The common museum knowledge on this issue is that adults are timid, that we have lost some of the wonder, impulsiveness, and active creativity of childhood days. But I don't think that theory holds up. Major research studies by the NEA and others demonstrate that adults well into their 60s are highly motivated to participate actively with cultural experiences. They're playing instruments, painting pictures, and cooking gourmet meals in record numbers. They're going to trivia night. They're playing video games. It's possible--likely even--that today's adults are more motivated by interactive experiences than generations past.

And yet in the museum world, we still see interactives as being mostly for kids. We assume that adults don't want to do crafts or play games--that they want the "serious" stuff. And herein lies the self-fulfilling prophecy. If you design interactives for kids, adults recognize that the experience is not for them, and they don't engage.

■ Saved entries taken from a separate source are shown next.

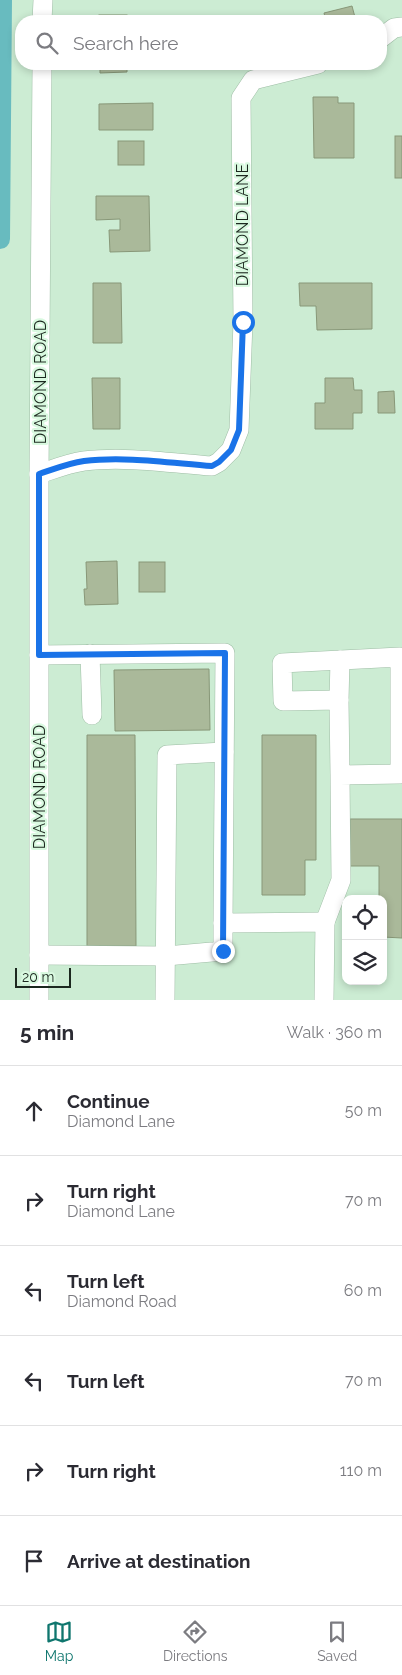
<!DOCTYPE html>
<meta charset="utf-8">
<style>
body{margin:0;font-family:Raleway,sans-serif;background:#f2f2f3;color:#2b2b33}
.controls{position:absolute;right:15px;bottom:15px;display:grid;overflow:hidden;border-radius:10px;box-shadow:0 2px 8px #0003}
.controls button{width:45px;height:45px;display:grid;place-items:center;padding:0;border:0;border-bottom:1px solid #e1e1e2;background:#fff;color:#2b2b33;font:25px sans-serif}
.scale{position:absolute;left:15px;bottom:12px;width:56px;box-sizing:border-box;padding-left:5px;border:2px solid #1c281f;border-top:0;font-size:14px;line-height:18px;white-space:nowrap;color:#1c281f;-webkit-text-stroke:4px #d9f9e0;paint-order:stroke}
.stop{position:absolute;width:15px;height:15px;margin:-11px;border:4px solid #1a73e8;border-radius:50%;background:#fff}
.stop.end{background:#1a73e8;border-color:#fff;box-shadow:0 1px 5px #0008}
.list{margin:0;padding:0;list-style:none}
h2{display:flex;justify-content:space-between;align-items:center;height:65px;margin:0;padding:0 20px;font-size:21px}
h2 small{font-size:16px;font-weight:400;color:#7c7c81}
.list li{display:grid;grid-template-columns:32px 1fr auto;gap:15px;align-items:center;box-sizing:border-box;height:90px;padding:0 20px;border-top:1px solid #e1e1e2}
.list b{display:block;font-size:19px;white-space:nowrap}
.list p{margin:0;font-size:16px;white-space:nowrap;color:#7c7c81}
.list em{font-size:16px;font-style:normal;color:#7c7c81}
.icon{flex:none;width:28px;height:28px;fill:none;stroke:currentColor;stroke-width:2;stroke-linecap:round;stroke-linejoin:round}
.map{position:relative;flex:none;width:402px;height:1000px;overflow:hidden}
.search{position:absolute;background:#fff;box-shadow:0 2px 8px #0003;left:15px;right:15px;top:15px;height:55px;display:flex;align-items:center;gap:12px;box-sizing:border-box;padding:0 18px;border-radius:20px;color:#7c7c81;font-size:19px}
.sheet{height:605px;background:#fff}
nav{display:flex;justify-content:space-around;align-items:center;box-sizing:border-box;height:70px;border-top:1px solid #e1e1e2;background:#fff;font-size:14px;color:#7c7c81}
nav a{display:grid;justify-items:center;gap:2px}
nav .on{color:#0f766e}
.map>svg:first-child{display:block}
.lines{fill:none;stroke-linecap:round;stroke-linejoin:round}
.canal{stroke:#68bbbf;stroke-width:20}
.building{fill:#aab99a;stroke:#889778}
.minor-casing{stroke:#9ebda5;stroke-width:20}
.minor{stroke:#fff;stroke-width:19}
.route{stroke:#1a73e8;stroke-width:6}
.labels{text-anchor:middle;stroke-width:4.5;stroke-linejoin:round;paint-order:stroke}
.street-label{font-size:16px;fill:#1c281f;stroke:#d9f9e0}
</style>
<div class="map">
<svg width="402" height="1000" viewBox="0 0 402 1000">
<rect width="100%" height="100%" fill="#ccecd3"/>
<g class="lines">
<path class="canal" d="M0,239L2,0"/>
</g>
<g class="building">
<path d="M352,6L356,21H326L324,13Z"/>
<rect x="99" y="15" width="28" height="6"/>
<path d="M100,64H127V72L100,73Z"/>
<path d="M313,97H338V103H354V158H314Z"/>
<path d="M153,103V130H99V104Z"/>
<rect x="395" y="136" width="7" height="42"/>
<rect x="118" y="141" width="26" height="24"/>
<path d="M96,196H149L150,251L110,252L109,230H120V219L96,220Z"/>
<path d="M93,283H121L122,343H93Z"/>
<path d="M299,283H372V329L317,330L316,306H300Z"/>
<path d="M92,378H120V429H93Z"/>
<path d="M325,378H353L354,390H362V413H353V429H315V403H325Z"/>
<path d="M394,391L395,413H378V392Z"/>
<path d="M117,561L118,604L85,605L84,589H87L86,562Z"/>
<rect x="139" y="562" width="26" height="30"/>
<path d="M209,669L210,730L115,731L114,670Z"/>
<path d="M87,735H135L136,946H87Z"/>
<path d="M262,735H316V860H305V895H262Z"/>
<path d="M350,819H402V938L383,937V899H379V866H350Z"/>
</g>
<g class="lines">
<defs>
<g id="minor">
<path d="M42,21L43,0"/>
<path d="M381,38L394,28L402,27"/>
<path d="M39,474C54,469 69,463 84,461C125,456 171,463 212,466L219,462L231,450L239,430L243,322L241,98L253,80L318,64"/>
<path d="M90,654L92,715"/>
<path d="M39,655L225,653L223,923L325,922L324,1000"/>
<path d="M339,700L340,660"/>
<path d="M325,922L341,880L340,775L400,774V657L282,663L283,701L339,700L340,775"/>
<path d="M39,955L166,956L223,951V923"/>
<path d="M39,1000V474L42,64"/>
<path d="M165,1000L167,755L224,752"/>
</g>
</defs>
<use href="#minor" class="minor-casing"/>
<use href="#minor" class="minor"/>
</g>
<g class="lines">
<path class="route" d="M223,951L225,653L39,655V474C54,469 69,463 84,461C125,456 171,463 212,466L219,462L231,450L239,430L243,322"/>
</g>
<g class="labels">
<g class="street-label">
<text transform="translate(242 225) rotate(-90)" y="6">DIAMOND LANE</text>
<text transform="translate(40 382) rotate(-90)" y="6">DIAMOND ROAD</text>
<text transform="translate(39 787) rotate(-90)" y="6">DIAMOND ROAD</text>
</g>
</g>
</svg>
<div class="controls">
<button><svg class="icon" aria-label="locate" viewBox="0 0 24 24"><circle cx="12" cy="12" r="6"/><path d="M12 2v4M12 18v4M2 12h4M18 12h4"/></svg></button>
<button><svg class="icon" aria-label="layers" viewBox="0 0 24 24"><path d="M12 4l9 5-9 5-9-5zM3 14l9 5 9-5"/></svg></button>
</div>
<div class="scale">20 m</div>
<div class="stop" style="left:243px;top:322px"></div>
<div class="stop end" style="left:223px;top:951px"></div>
<div class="search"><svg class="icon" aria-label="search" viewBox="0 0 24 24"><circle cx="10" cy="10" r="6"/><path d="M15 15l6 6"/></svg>Search here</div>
</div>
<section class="sheet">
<h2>5 min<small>Walk · 360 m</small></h2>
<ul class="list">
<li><svg class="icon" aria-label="ahead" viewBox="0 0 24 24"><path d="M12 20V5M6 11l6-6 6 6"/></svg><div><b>Continue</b><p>Diamond Lane</p></div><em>50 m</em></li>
<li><svg class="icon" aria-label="right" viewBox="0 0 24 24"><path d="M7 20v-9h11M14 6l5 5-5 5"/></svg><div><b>Turn right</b><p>Diamond Lane</p></div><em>70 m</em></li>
<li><svg class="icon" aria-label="left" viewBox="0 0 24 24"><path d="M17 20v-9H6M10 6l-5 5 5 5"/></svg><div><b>Turn left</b><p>Diamond Road</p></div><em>60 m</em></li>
<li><svg class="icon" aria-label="left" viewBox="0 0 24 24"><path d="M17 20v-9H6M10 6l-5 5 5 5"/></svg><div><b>Turn left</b></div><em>70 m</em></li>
<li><svg class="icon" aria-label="right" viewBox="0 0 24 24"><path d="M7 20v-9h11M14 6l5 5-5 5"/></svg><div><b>Turn right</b></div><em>110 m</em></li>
<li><svg class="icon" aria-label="arrive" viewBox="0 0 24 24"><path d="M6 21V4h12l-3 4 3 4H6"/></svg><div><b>Arrive at destination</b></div></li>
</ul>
</section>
<nav>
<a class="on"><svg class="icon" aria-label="map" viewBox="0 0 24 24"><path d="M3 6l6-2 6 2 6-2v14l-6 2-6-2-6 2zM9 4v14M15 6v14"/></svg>Map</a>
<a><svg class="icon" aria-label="directions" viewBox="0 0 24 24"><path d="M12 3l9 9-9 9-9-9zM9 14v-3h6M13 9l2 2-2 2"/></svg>Directions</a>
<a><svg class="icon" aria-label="saved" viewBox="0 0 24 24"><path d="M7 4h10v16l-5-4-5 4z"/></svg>Saved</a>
</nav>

There are many participatory experiences that appeal primarily to adults, and they are designed distinctly for adults. There's a huge difference between the edgy, DIY beauty of Candy Chang's participatory urban artworks and the dayglow colors, exclamatory language, and preschool fonts of most museum interactives. People of all ages are sensitive to the messages that design sends. I was talking about this yesterday with a group of fundraising professionals--non-museum folk--and one man told me about visiting the Monterey Bay Aquarium with his four-year-old. He told me, "she said, 'Daddy, when I see those [bright] colors and designs, I know that is a place that is made for kids like me.'" If a four-year-old can articulate the design message of an exhibit and respond to it accordingly, surely an adult can as well.

We've been trying to actively combat this at The Museum of Art & History (MAH) in Santa Cruz. When we design interactive experiences, we try to pick colors, fonts, and activities that are geared towards adults but have access points for kids as well. We ask people to do serious work, and they pick up paintbrushes and join in. We frequently meet families who come because they think the museum might be appealing to their kids--putting kids first when it comes to selecting a recreational experience--but then once they're here, the interaction is not kid-focused, and the participants tend to be very age-diverse.

For example, one of the little participatory projects we're doing now is on the butterfly effect. We're showing an installation by artist Shelby Graham which features beautiful photographs of butterflies juxtaposed with images of the bombing of Japan in World War II. Right outside the gallery, we have a simple comment board that says:
The butterfly effect is where small changes can have unpredictable or large effects. 
Have you made a decision with surprising consequences? 
Share your story with other visitors. 
Then there are lots of blank butterflies on which you can write your story and then pin it to the wall. This interactive was developed by intern Lucinda Shawcross. I was initially totally skeptical that people would actually engage in what sounds like a potentially uncomfortably personal or complicated exercise. But I'm delighted to say that Lucie was right and I was completely wrong. This activity is the smash hit of this season of interactives at the MAH.

One of the things that makes it successful is the multiple levels on which people engage with the prompt. The activity attracts about 80% adults--similar to our overall attendance figures--and people of all ages use it to share both silly and profound stories and observations.

The language of the prompt--and the whole idea of the activity--is adult-oriented. It's fun to read butterflies made by kids and see how clearly they are just learning the concept of cause and effect and treating this as a kind of grammatical exercise. There are people of all ages conflating causality with the butterfly effect, and sometimes, a small child's entry like "If I had not gone to school, I would not have friends" is more illustrative of the butterfly effect than an adult's "If I had not gotten clean and sober, I would be dead."

From a design standpoint, a few subtle things make this activity feel adult, or at least adult-friendly. The colors are muted. The butterflies are simple but not overly cartoony. The chairs for the activity are distinctly adult--a rocking chair and an overstuffed armchair. And we give people real pins to stab their butterflies to the cork board.

What are you doing to design interactive experiences that are adult-friendly? What design choices have you seen that scream "kids"?